Reading through my contributions, as Honorary Archaeology editor, during the recent past, it seems that an emerging theme has been the challenge that commercial archaeology has faced in the light of the economic woes facing us all. I am sorry to report that this depressing theme continues, affecting archaeology in Nottinghamshire as elsewhere. The past twelve months have seen cuts in the archaeological staff at Nottinghamshire County Council and the loss of field archaeology units at several regional universities. Indeed my own institution has recently dispensed with its field archaeologists, shedding more than twenty staff in the process.

So. it was with a rather weary and jaundiced eye that I perused the results of the recent members' survey and, in particular, the desire to see less archaeology in future Transactions. In the short-term, this wish has been alarmingly fulfilled, as this year we have only a single significant archaeological contribution, from Scott Lomax, and that in the form of a mystery story, unravelling the conundrum of a forty year old excavation in Nottingham city centre. Where has the archaeology gone? Well, in part, the dearth of reports reflects the depressed state of commercial archaeology, jobs lost, funds scarce and those archaeologists who remain employed more focused on protecting their position than on publication. As a discipline, archaeology long ago lost the potential of turning to academic archaeologists to fill this gap, as the ridiculous pressures of government research assessment protocols mean that even those with an interest in English regional archaeology feel compelled to focus elsewhere, often abroad, as foreign archaeology is naturally equated with "of international significance".

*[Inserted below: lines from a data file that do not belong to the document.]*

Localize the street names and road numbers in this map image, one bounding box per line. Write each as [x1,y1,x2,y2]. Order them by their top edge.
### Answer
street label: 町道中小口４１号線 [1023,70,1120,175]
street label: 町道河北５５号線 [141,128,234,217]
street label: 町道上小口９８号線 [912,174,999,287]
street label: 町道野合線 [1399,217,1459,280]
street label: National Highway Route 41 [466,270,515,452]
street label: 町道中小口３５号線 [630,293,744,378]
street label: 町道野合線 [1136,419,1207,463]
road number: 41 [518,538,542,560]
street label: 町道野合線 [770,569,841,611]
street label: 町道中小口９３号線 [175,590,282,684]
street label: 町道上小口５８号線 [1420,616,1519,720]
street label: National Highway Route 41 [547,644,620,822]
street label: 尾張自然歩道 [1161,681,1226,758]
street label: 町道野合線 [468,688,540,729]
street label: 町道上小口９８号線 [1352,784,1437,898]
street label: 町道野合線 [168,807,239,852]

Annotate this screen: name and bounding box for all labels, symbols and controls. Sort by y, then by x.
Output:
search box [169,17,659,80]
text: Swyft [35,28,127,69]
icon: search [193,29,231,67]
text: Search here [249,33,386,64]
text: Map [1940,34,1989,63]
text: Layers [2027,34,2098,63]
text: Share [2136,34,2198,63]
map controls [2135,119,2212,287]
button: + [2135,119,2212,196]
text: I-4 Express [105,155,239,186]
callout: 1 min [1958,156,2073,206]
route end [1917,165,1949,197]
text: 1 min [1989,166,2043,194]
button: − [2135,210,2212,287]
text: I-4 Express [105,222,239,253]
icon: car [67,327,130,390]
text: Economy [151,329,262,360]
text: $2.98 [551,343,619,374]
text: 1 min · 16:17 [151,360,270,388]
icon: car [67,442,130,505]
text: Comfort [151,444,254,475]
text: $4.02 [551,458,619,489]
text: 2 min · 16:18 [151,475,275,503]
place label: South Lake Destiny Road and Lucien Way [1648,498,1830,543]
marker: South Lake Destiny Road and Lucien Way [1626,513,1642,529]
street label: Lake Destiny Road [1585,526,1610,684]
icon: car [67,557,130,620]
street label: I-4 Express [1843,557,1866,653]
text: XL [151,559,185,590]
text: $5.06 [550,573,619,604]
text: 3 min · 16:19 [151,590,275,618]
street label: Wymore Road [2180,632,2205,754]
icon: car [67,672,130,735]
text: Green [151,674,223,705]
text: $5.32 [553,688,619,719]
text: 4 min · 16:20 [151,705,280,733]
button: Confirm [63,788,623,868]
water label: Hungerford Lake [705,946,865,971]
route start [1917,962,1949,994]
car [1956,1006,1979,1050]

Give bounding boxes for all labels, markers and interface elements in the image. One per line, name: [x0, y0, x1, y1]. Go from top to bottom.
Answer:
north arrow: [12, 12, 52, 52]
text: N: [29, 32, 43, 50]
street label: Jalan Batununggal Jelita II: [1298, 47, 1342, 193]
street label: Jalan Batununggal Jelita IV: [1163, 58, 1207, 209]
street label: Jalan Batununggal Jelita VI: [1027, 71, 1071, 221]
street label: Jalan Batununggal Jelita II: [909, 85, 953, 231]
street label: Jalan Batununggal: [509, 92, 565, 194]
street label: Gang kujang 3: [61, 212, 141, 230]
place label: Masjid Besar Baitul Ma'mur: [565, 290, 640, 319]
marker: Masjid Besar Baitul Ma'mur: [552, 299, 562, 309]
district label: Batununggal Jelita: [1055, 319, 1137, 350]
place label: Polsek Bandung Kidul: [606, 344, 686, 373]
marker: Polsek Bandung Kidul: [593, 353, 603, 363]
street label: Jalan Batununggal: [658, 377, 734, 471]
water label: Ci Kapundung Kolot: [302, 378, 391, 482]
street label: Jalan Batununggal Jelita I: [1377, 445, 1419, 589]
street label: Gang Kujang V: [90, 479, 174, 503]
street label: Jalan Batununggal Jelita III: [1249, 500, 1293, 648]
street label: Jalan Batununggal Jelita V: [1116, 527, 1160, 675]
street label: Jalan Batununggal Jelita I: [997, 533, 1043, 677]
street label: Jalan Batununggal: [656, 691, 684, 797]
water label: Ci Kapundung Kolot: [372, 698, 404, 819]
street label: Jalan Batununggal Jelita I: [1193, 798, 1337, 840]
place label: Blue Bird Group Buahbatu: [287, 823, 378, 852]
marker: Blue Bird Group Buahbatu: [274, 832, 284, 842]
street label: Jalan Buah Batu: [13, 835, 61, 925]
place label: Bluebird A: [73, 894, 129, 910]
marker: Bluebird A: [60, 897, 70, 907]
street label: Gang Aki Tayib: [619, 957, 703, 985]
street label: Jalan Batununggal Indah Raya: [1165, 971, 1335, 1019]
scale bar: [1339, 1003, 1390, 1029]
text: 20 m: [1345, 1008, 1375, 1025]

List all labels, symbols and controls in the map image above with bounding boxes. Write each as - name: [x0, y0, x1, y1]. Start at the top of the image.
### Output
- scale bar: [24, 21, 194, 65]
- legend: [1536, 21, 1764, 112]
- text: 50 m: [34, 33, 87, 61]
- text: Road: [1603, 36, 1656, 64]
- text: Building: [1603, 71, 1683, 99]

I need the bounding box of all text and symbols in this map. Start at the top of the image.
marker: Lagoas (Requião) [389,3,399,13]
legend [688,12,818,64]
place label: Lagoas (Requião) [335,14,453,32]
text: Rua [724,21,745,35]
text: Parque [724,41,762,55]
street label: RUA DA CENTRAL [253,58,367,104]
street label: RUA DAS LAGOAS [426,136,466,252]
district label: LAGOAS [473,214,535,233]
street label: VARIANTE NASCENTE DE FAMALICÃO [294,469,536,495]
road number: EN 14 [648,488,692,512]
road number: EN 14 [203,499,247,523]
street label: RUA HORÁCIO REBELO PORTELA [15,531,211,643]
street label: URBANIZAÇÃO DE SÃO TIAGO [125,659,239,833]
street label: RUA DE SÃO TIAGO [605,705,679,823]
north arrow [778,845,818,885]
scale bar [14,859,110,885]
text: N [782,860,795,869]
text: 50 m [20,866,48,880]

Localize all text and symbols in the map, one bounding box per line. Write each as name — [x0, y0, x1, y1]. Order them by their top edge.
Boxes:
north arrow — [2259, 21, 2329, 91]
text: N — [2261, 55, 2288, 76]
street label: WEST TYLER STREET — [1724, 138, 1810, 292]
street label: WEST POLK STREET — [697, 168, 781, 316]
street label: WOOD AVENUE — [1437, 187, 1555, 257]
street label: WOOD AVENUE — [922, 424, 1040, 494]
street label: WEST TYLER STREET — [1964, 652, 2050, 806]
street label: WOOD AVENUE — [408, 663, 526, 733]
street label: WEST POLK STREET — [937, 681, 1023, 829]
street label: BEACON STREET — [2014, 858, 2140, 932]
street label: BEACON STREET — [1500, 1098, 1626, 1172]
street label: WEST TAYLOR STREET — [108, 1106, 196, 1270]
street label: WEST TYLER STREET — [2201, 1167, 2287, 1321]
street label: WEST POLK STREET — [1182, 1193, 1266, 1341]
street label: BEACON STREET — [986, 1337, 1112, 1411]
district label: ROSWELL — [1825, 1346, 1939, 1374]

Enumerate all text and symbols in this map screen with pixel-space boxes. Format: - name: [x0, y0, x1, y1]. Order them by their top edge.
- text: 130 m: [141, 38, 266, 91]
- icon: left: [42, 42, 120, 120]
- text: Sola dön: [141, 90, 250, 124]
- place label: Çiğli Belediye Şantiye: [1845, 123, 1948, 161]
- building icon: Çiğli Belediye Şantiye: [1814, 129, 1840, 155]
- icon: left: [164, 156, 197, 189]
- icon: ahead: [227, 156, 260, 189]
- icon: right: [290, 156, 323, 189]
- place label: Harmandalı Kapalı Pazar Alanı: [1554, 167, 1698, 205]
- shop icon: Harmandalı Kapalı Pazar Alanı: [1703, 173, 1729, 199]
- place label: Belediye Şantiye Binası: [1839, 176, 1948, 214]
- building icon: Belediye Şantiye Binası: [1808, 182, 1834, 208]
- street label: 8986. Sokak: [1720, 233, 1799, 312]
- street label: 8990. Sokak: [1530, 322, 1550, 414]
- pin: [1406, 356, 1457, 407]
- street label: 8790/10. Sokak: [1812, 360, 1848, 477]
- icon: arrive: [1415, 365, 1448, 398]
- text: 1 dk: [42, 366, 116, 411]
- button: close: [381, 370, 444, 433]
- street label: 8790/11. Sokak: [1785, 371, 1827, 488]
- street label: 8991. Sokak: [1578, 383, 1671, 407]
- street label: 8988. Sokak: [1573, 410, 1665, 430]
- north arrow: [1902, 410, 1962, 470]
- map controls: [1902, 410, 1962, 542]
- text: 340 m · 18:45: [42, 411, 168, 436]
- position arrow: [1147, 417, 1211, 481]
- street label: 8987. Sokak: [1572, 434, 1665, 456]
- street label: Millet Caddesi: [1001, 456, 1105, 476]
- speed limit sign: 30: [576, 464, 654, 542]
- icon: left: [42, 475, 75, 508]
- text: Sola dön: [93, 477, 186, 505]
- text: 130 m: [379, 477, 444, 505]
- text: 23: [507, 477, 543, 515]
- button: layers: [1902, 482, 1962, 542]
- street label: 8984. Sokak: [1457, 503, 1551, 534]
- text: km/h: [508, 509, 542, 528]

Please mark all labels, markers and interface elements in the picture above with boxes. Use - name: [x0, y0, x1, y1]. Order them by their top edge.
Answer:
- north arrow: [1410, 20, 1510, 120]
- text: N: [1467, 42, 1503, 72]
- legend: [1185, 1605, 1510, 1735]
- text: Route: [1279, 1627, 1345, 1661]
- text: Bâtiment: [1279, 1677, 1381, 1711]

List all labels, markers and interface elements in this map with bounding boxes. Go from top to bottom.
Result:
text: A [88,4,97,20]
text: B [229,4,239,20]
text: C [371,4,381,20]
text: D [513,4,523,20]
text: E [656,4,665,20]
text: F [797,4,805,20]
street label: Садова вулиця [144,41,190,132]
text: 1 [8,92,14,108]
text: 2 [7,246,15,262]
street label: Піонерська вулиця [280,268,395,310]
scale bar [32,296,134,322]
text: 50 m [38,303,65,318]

Where then do the interests of the members of Thoroton coincide with that of regional archaeology? One of the roles that Transactions has fulfilled, almost since its inception, is to act as a journal of record for antiquarian, now archaeological, endeavours. This is a vital responsibility, since it is in the very nature of most archaeology, certainly of excavation, to destroy what it records in the act of creating that record. The durable, permanent record of the past is therefore the published account of an excavation, its context, results and the meanings attributed. For decades, Transactions has quietly and faithfully fulfilled this role. Members through their subscriptions provide a modestly subsidised place of publication; more recently, archaeologists, through generous grant funding, support and defray the cost of publication of Transactions. In this quid pro quo, everyone wins, and we, the members of Thoroton, perform a vital duty for posterity. So, be careful what you wish for, as the loss of published archaeology reflects a significant change in Transactions' long tradition of service to the scholastic community and ultimately a loss of income for the society as a whole.

Is there any good news? Well, precious little, but one thing worthy of report is the publication of the Research Agenda and Strategy For The Historic Environment Of The East Midlands, funded by English Heritage and authored by David Knight and Blaise Vyner of Trent & Peak Archaeology. This useful document sets out a five year plan for archaeological research within Nottinghamshire and the wider East Midlands. Whether there will be any archaeologists remaining to implement this strategy is another matter, but a further bright note is the continued resurgence of amateur archaeology (nowadays we call it community archaeology). Often with funds from the Heritage Lottery in its various incarnations, community archaeology groups are at the forefront of much of the most worthwhile research-led archaeology in Nottinghamshire; witness, for example, the work of the Bingham Heritage group (reviewed below), the Norwell Parish Heritage Group (further results from which appear in this volume of Transactions), and the reports by the professionals of the Nottinghamshire community archaeology team, on their work with community groups in the Trent Vale (see the separate review of 'Archaeology in Nottinghamshire').

I would go so far as to say that the future of meaningful, research led regional archaeological work lies in the hands of community groups, using public funds to pursue a local and regional agenda. Arise Transactions to take up your natural role as the journal of record for this locally led archaeological research!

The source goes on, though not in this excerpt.